Großbritannien diskutiert: Werke von William Mitchell vom Abriss bedroht

Im Rahmen eines Sanierungsprojekts in der britischen Hauptstadt London steht zur Debatte, dass die Werke von William Mitchell, einem der kultigsten Wandmaler der britischen Kunst, für einen Neubau abgerissen werden könnten.

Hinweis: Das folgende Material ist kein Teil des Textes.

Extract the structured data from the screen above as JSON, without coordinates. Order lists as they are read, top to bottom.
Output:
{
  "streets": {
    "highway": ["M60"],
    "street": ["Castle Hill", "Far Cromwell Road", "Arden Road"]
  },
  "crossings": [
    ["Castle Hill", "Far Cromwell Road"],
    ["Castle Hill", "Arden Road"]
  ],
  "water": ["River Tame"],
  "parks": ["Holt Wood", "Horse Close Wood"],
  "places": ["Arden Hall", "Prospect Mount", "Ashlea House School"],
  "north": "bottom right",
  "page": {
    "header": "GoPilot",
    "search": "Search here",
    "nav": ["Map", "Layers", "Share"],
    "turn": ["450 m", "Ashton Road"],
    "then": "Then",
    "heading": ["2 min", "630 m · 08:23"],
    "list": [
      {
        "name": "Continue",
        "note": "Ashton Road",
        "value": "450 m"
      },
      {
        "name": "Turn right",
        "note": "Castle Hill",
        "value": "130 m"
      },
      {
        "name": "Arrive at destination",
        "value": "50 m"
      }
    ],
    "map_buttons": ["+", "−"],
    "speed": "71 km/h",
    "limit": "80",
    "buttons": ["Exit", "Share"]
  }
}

Großbritanniens eines der berühmtesten Nachkriegskünstler, dessen seltenes Wandgemälde aus der Frühzeit in einem Gebäude untergebracht ist, das im Rahmen eines Sanierungsprojekts im Süden Londons abgerissen werden könnte, ist in Gefahr.

Die Arbeit von William Mitchell, der seit den 1950er Jahren Dutzende großformatige öffentliche Wandbilder und Skulpturen schuf, befindet sich in einem Dorfgebäude innerhalb des Naturschutzgebiets Blackheath und könnte abgerissen werden, um Platz für einige neue Häuser zu schaffen.

KAMPAGNE GESTARTET

Edmund Hall, ein Architekt und Künstler, der unter anderem Banner mit Jeremy Deller entwarf, mit dem er lange zusammengearbeitet hat, hat sich der Kampagne zum Schutz des Wandgemäldes angeschlossen. Er ist der Ansicht, dass die Tatsache, dass Mitchells Arbeiten in Gefahr sind, beweist, dass das Vereinigte Königreich seine öffentliche Nachkriegskunst nicht ausreichend wertschätzt.

Hall sagte dazu:

"Die britische Kunst ist von echter Bedeutung, und Mitchells Arbeiten scheinen ein interessantes Thema anzusprechen. Es erscheint falsch, sein Erbe so leichtfertig zu ignorieren."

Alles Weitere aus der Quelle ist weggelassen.